[Saved data entries]
::::::::::
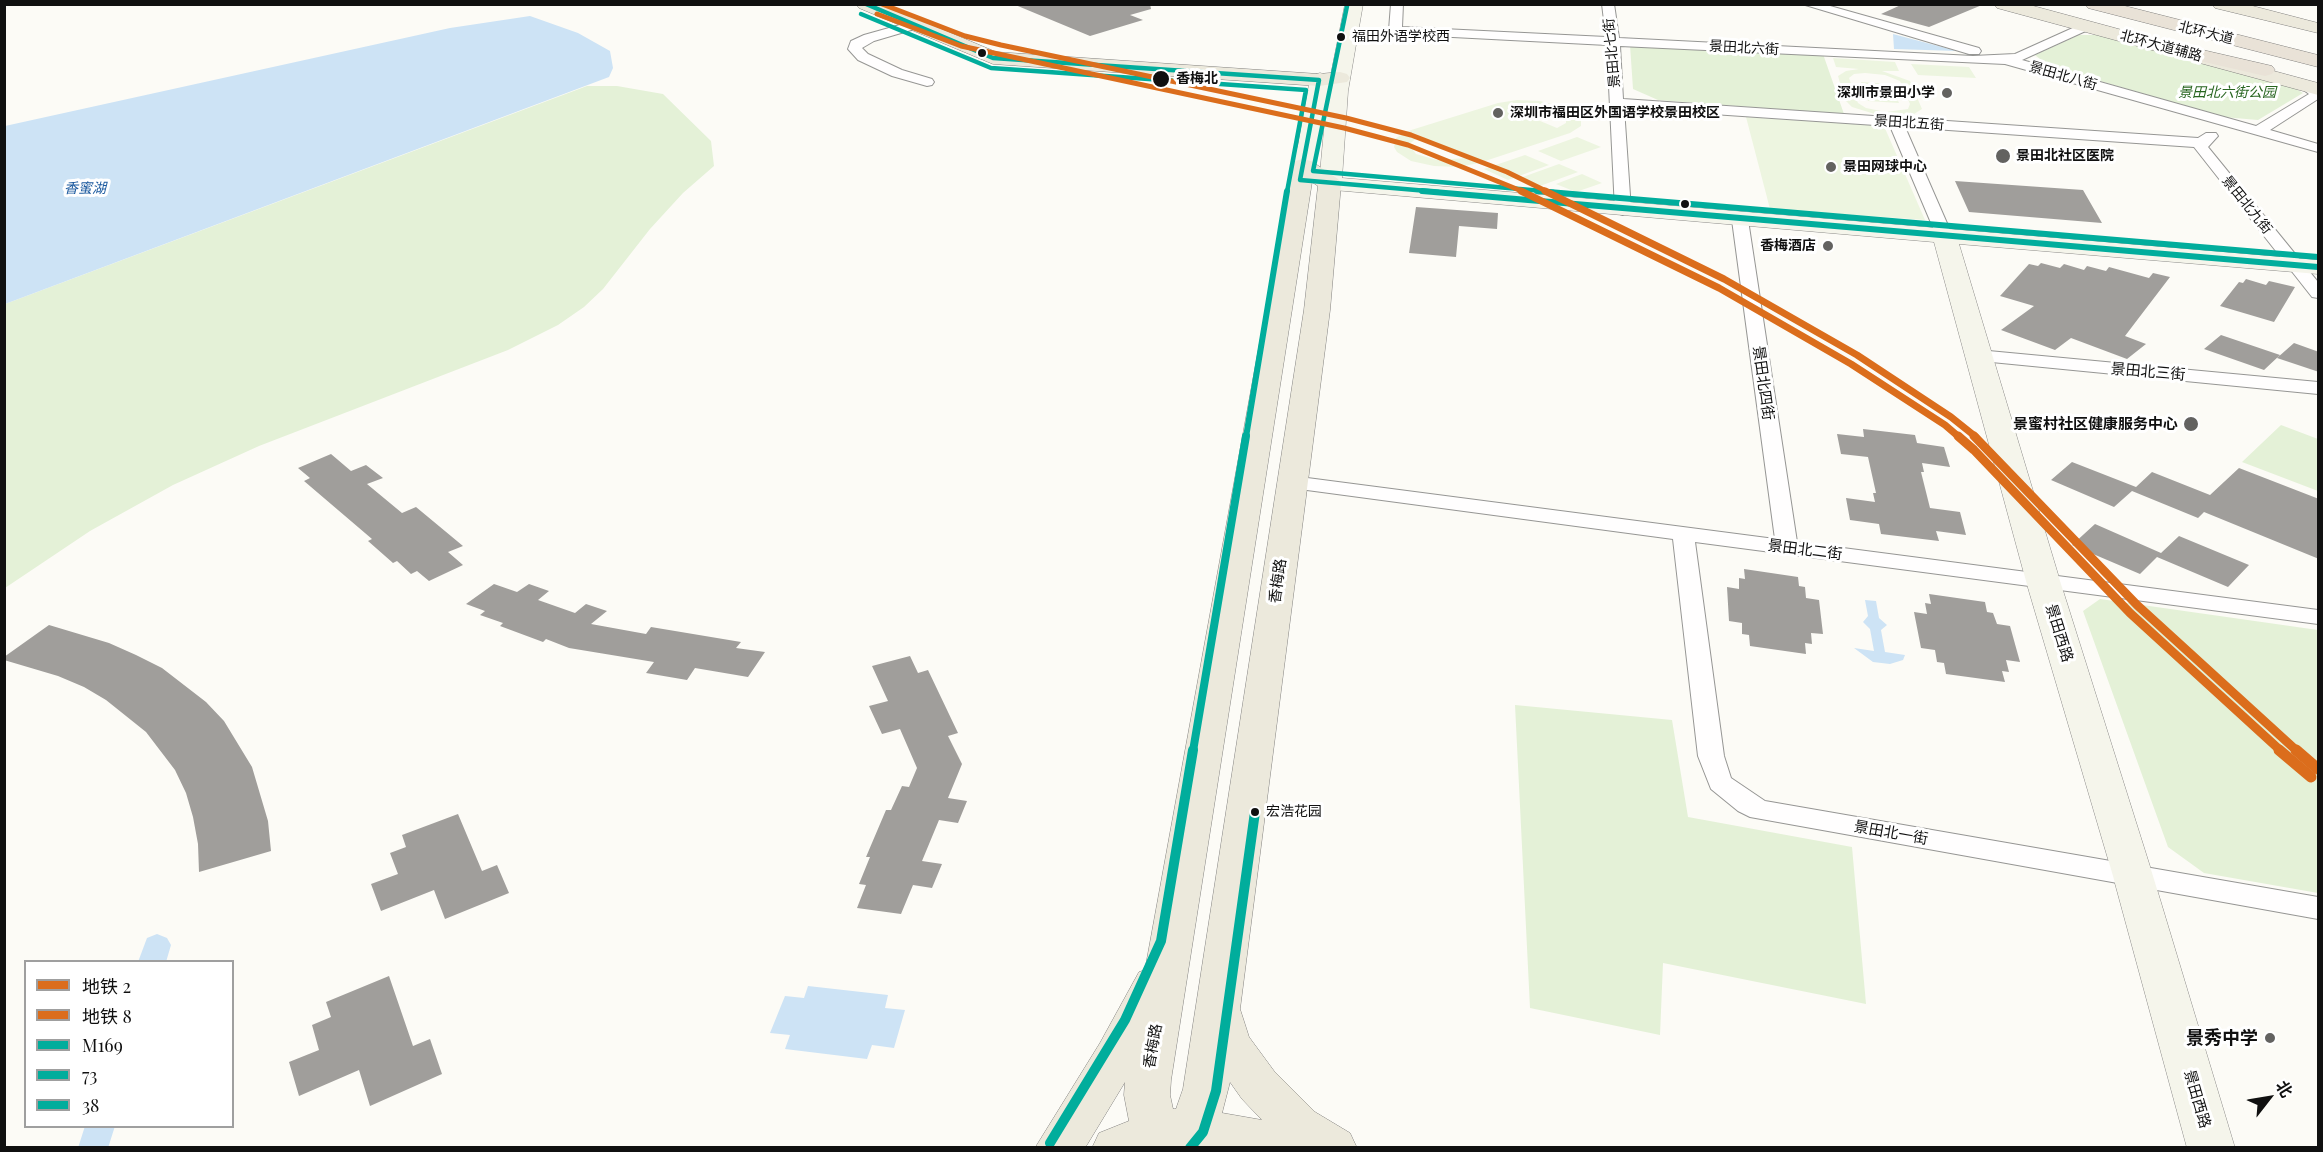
<!DOCTYPE html>
<meta charset="utf-8">
<style>
body{margin:0}
#map{position:relative;width:2323px;height:1152px;overflow:hidden;background:#fcfbf6;font-family:"Playfair Display","Noto Sans SC",serif}
canvas{display:block}
.frame{position:absolute;inset:0;border:6px solid #101010;pointer-events:none}
.legend{position:absolute;left:24px;top:960px;width:210px;height:168px;box-sizing:border-box;background:#fff;border:2px solid #9f9f9f;margin:0;padding:8px 10px;list-style:none;font-size:18px;color:#101010}
.legend li{display:flex;align-items:center;gap:12px;height:30px}
.legend b{width:30px;border:2px solid #9f9f9f}
.north{position:absolute;left:2239px;top:1068px;width:60px;height:60px;-webkit-text-stroke:4px #fff;paint-order:stroke;rotate:59deg;font-size:16px;font-weight:700;line-height:24px;text-align:center;color:#101010}
.north::after{content:'';display:block;margin:auto;width:21px;height:27px;background:#101010;clip-path:polygon(50% 0,100% 100%,50% 72%,0 100%)}
</style>
<div id="map">
<canvas width="2323" height="1152"></canvas>
<div class="frame"></div>
<ul class="legend">
<li><b style="height:8px;background:#db6d1c"></b>地铁 2</li>
<li><b style="height:8px;background:#db6d1c"></b>地铁 8</li>
<li><b style="height:8px;background:#01ad9c"></b>M169</li>
<li><b style="height:8px;background:#01ad9c"></b>73</li>
<li><b style="height:8px;background:#01ad9c"></b>38</li>
</ul>
<div class="north">北</div>
</div>
<script>
const ctx = document.querySelector('canvas').getContext('2d');
ctx.lineJoin = 'round';
function fillPath(path, color) { ctx.fillStyle = color; ctx.fill(path, 'evenodd'); }
const poly = rows => new Path2D(rows.map(r => 'M' + r).join(''));
function trace(path, color, width, dash) { ctx.strokeStyle = color; ctx.lineWidth = width; ctx.lineCap = dash ? 'butt' : 'round'; ctx.setLineDash(dash || []); ctx.stroke(path); }
function write(font, color, halo, rows, align = 'center') {
  ctx.font = font + ' "Playfair Display","Noto Sans SC",serif'; ctx.lineWidth = 6; ctx.setLineDash([]); ctx.textBaseline = 'middle'; ctx.strokeStyle = halo; ctx.fillStyle = color; for (const [text, x, y, turn = 0] of rows) {
    ctx.save(); ctx.translate(x, y); ctx.rotate((+turn || 0) * Math.PI / 180); ctx.textAlign = isNaN(turn) ? turn : align; if (halo) ctx.strokeText(text, 0, 0); ctx.fillText(text, 0, 0); ctx.restore();
  }
}
fillPath(poly([
 [2079,35,2099,35,2291,86,2303,93,2258,120,2223,117,2049,66,2035,55],
 [1630,45,1823,54,1844,114,1658,100,1633,89],
 [587,86,617,86,663,94,711,141,714,166,683,193,650,229,603,289,584,307,558,325,508,350,259,446,173,485,90,531,5,588,5,304],
 [2281,425,2318,439,2318,491,2242,462],
 [2100,599,2318,630,2318,893,2204,873,2168,847,2083,611],
 [1515,705,1672,720,1688,817,1852,847,1866,1004,1663,963,1660,1035,1530,1008]
]), '#e4f1d7');
fillPath(poly([
 [1833,58,1895,62,1899,71,1882,71,1910,81,1922,109,1914,114,1898,117,1878,115,1852,107,1845,100,1838,76,1846,71,1859,69,1836,67],
 [1865,73,1885,75,1900,81,1910,104,1908,109,1886,112,1866,108,1858,103,1849,78,1854,74],
 [1911,64,1969,67,1976,78,1918,75],
 [1861,82,1891,84,1899,103,1868,101],
 [1517,100,1540,101,1570,109,1581,117,1581,126,1570,133,1479,163,1458,167,1434,166,1411,161,1397,152,1394,147,1396,138,1408,131,1498,103],
 [1530,105,1559,112,1566,117,1566,123,1557,128,1509,108],
 [1420,136,1467,157,1467,158,1437,160,1416,154,1409,144],
 [1746,117,1884,126,1925,220,1770,209],
 [1577,137,1601,147,1561,161,1538,151],
 [1525,155,1549,165,1508,180,1484,169],
 [1559,164,1578,172,1540,186,1520,178],
 [1582,174,1602,183,1576,192,1556,184]
]), '#edf5e0');
fillPath(poly([
 [530,16,578,33,610,51,613,68,609,77,5,304,5,126,450,28],
 [1893,34,1957,51,1894,49],
 [1865,600,1876,601,1879,618,1887,625,1881,630,1885,652,1905,655,1903,660,1890,664,1873,662,1854,648,1874,651,1870,629,1863,622,1868,616],
 [808,986,888,995,885,1008,905,1010,894,1048,872,1045,867,1059,785,1049,790,1035,770,1033,785,996,804,998]
]), '#cde3f5');
fillPath(poly([
 [157,934,167,938,171,945,166,962,138,962,147,938,157,934],
 [85,1126,115,1126,108,1148,78,1148,85,1126]
]), '#cde3f5');
fillPath(poly([
 [1013,4,1150,4,1151,9,1130,15,1143,20,1090,36],
 [1903,4,1982,4,1982,5,1929,27,1881,14],
 [1955,181,2083,190,2102,223,1969,212],
 [1416,207,1498,213,1497,229,1459,226,1456,257,1409,253],
 [2041,263,2060,268,2064,264,2084,270,2087,266,2106,271,2109,267,2149,278,2153,273,2170,277,2125,336,2146,344,2127,359,2071,338,2055,350,2001,330,2034,306,2000,296,2029,264,2038,266],
 [2246,279,2266,285,2269,281,2295,287,2274,322,2220,306,2239,282,2243,283],
 [2221,335,2280,355,2264,370,2204,349],
 [2294,343,2319,352,2319,372,2277,358],
 [1863,429,1915,435,1917,443,1944,447,1950,467,1922,463,1924,472,1921,472,1930,508,1960,512,1966,535,1936,531,1939,541,1881,534,1879,524,1850,520,1846,498,1875,502,1873,493,1876,493,1868,457,1841,454,1837,434,1864,437],
 [331,454,351,471,366,465,383,478,367,484,402,513,416,507,463,546,448,552,463,565,429,581,417,571,411,574,397,561,393,563,368,541,372,539,304,481,310,478,298,468],
 [2072,462,2136,487,2152,472,2210,495,2239,468,2319,499,2319,559,2204,512,2198,518,2132,491,2114,507,2051,480],
 [2095,524,2161,553,2179,536,2249,565,2228,587,2157,557,2140,574,2072,545],
 [1744,569,1798,577,1799,586,1805,587,1806,598,1819,600,1823,634,1811,633,1812,644,1805,643,1806,654,1750,646,1749,635,1742,634,1742,623,1729,621,1727,587,1739,589,1739,578,1745,579],
 [494,584,517,592,529,584,549,591,538,600,575,613,586,604,607,611,591,624,646,634,651,627,741,642,736,648,765,652,748,677,695,668,687,680,646,673,654,662,569,648,546,639,543,642,500,626,503,623,480,615,485,611,466,604],
 [1929,594,1985,602,1987,612,1993,613,1997,624,2010,626,2020,662,2006,660,2009,672,2002,671,2005,682,1946,674,1944,663,1937,662,1935,650,1921,648,1914,612,1927,614,1925,603,1931,604],
 [49,625,109,643,136,655,162,668,206,702,224,721,252,767,268,821,271,851,199,872,198,844,193,817,186,793,175,770,146,732,106,700,84,687,58,676,4,660,4,657],
 [910,656,918,673,928,670,958,733,948,736,962,764,948,798,967,801,958,823,939,820,922,861,942,864,932,888,913,885,901,914,857,908,866,885,859,884,870,857,866,857,886,810,891,810,902,786,909,787,917,768,900,729,882,734,869,706,888,701,872,666],
 [458,814,482,871,497,865,509,893,445,919,434,890,381,911,371,884,398,874,390,853,406,847,402,835],
 [389,976,413,1046,430,1039,442,1074,370,1106,359,1070,299,1096,289,1062,319,1050,312,1025,331,1017,326,1002]
]), '#a09e9b');
const street = poly([
 [1391,4,1403,4,1402,27,1606,37,1602,4,1614,4,1619,38,1973,56,2015,54,2086,22,2090,23,2092,26,2090,29,2022,60,2256,126,2309,94,2297,85,2299,82,2309,82,2318,87,2318,99,2270,130,2318,144,2318,152,2005,64,1620,46,1623,99,2198,138,2206,133,2216,133,2218,136,2208,147,2318,282,2318,298,2312,297,2194,147,1905,127,1953,237,1945,242,1937,237,1890,126,1624,108,1631,210,1623,215,1617,213,1615,210,1607,45,1395,34,1389,30,1391,4],
 [1802,4,1823,4,1979,48,1981,51,1979,54,1969,54,1802,4],
 [914,21,918,22,920,25,918,28,874,41,862,48,868,54,902,70,932,79,934,82,932,85,927,86,892,76,858,60,848,49,851,41,864,35,914,21],
 [1740,215,1748,220,1797,542,2318,610,2318,624,1695,542,1724,756,1731,778,1765,801,2318,897,2318,919,1750,817,1738,811,1711,789,1698,756,1673,539,1292,488,1285,486,1282,482,1285,478,1292,476,1775,539,1732,220,1740,215],
 [1978,350,2318,382,2318,394,1971,360,1969,356,1971,352,1978,350]
]);
const secondary = poly([
 [1345,4,1363,4,1348,91,1342,178,2318,260,2318,274,1959,244,2060,581,2153,876,2235,1148,2187,1148,2113,876,2026,581,1934,242,1322,189,1319,184,1327,97,1314,166,1311,171,1303,173,1295,171,1292,166,1298,145,1310,79,1313,75,1320,73,1327,75,1330,79,1329,84,1345,4]
]);
const primary = poly([
 [856,4,882,4,996,52,1319,74,1340,72,1347,74,1350,78,1347,82,1319,86,993,64,859,8,856,4],
 [1994,4,2026,4,2318,83,2318,95,1997,8,1994,4],
 [2212,4,2245,4,2318,23,2318,33,2215,8,2212,4],
 [1303,159,1311,161,1338,179,1341,184,1330,310,1240,1009,1249,1037,1274,1071,1315,1112,1350,1133,1357,1148,1092,1148,1099,1133,1129,1121,1124,1095,1125,1082,1085,1148,1035,1148,1100,1043,1139,972,1145,970,1292,166,1295,161,1303,159],
 [1312,182,1318,186,1304,310,1183,1089,1176,1109,1173,1109,1170,1095,1171,1080,1312,182],
 [1230,1082,1242,1099,1262,1120,1222,1113,1230,1082]
]);
const highway = poly([
 [2085,4,2117,4,2318,55,2318,67,2088,8,2085,4],
 [2194,48,2272,66,2275,70,2272,74,2265,76,2187,58,2184,54,2187,50,2194,48]
]);
trace(street, '#969694', 2);
trace(secondary, '#8d8c8a', 1);
trace(primary, '#848381', 1);
trace(highway, '#848381', 1);
fillPath(street, '#fffefe');
fillPath(secondary, '#f5f5eb');
fillPath(primary, '#ece9dc');
fillPath(highway, '#e9e2d7');
trace(poly([
 [866,4,993,58,1319,80,1300,180,1439,192]
]), '#01ad9c', 4.5);
trace(poly([
 [1422,191,2318,267]
]), '#01ad9c', 6);
trace(poly([
 [861,14,991,68,1306,90,1287,192]
]), '#01ad9c', 4.5);
trace(poly([
 [1246,437,1287,191]
]), '#01ad9c', 6);
trace(poly([
 [1193,751,1246,436]
]), '#01ad9c', 8);
trace(poly([
 [1050,1143,1125,1020,1161,941,1193,750],
 [1190,1148,1203,1132,1216,1091,1255,812]
]), '#01ad9c', 10);
trace(poly([
 [1347,6,1313,171,1554,192]
]), '#01ad9c', 4.5);
trace(poly([
 [1537,191,2318,257]
]), '#01ad9c', 6);
trace(poly([
 [882,4,965,36,1001,45,1346,118,1411,135,1507,172,1548,192]
]), '#db6d1c', 5);
trace(poly([
 [1545,191,1724,279,1857,355,1951,417,1976,437]
]), '#db6d1c', 7);
trace(poly([
 [1974,436,2137,605,2297,751]
]), '#db6d1c', 9);
trace(poly([
 [2296,750,2318,769]
]), '#db6d1c', 11);
trace(poly([
 [877,14,961,46,1344,128,1408,145,1524,192]
]), '#db6d1c', 5);
trace(poly([
 [1521,191,1719,288,1851,364,1945,425,1959,437]
]), '#db6d1c', 7);
trace(poly([
 [1958,436,1974,450,2130,613,2281,751]
]), '#db6d1c', 9);
trace(poly([
 [2279,750,2311,777]
]), '#db6d1c', 11);
for (const [x, y, r, color] of [
 [1341,37,5,"#101010"],
 [982,53,5,"#101010"],
 [1161,79,9,"#101010"],
 [1947,93,6,"#636260"],
 [1498,113,6,"#636260"],
 [2003,156,8,"#636260"],
 [1831,167,6,"#636260"],
 [1685,204,5,"#101010"],
 [1828,246,6,"#636260"],
 [2191,424,8,"#636260"],
 [1255,812,5,"#101010"],
 [2270,1038,6,"#636260"]
]) { const dot = new Path2D(); dot.arc(x, y, r, 0, 2 * Math.PI); ctx.fillStyle = color; ctx.fill(dot); trace(dot, '#fff', 2); }
write('14px', '#101010', '#fff', [
 ["北环大道",2206,33,14],
 ["北环大道辅路",2161,46,15],
 ["景田北六街",1744,48,3],
 ["景田北七街",1612,53,-95],
 ["景田北八街",2063,76,16],
 ["景田北五街",1909,123,4],
 ["景田北九街",2247,205,51]
]);
write('14px', '#101010', '#fff', [
 ["福田外语学校西",1352,37],
 ["宏浩花园",1266,812]
], 'left');
write('bold 14px', '#101010', '#fff', [
 ["香梅北",1176,79]
], 'left');
write('bold 14px', '#101010', '#fff', [
 ["深圳市景田小学",1935,93,"right"],
 ["深圳市福田区外国语学校景田校区",1510,113],
 ["景田北社区医院",2016,156],
 ["景田网球中心",1843,167],
 ["香梅酒店",1816,246,"right"]
], 'left');
write('italic 14px', '#296621', '#fff', [
 ["景田北六街公园",2227,93]
]);
write('italic 14px', '#1c5a9f', '#fff', [
 ["香蜜湖",85,189]
]);
write('15px', '#101010', '#fff', [
 ["景田北三街",2148,372,5],
 ["景田北四街",1763,383,82],
 ["景田北二街",1805,550,7],
 ["香梅路",1278,581,-82],
 ["景田西路",2059,633,73],
 ["景田北一街",1891,833,10],
 ["香梅路",1153,1046,-80],
 ["景田西路",2197,1099,74]
]);
write('bold 15px', '#101010', '#fff', [
 ["景蜜村社区健康服务中心",2178,424]
], 'right');
write('bold 18px', '#101010', '#fff', [
 ["景秀中学",2258,1038]
], 'right');
</script>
::::::::::
__EXERCISE DIRECTIONS__
Find every line in the records that contains the word "none"; copy those lines.

__ANSWER AREA__
.frame{position:absolute;inset:0;border:6px solid #101010;pointer-events:none}
.legend{position:absolute;left:24px;top:960px;width:210px;height:168px;box-sizing:border-box;background:#fff;border:2px solid #9f9f9f;margin:0;padding:8px 10px;list-style:none;font-size:18px;color:#101010}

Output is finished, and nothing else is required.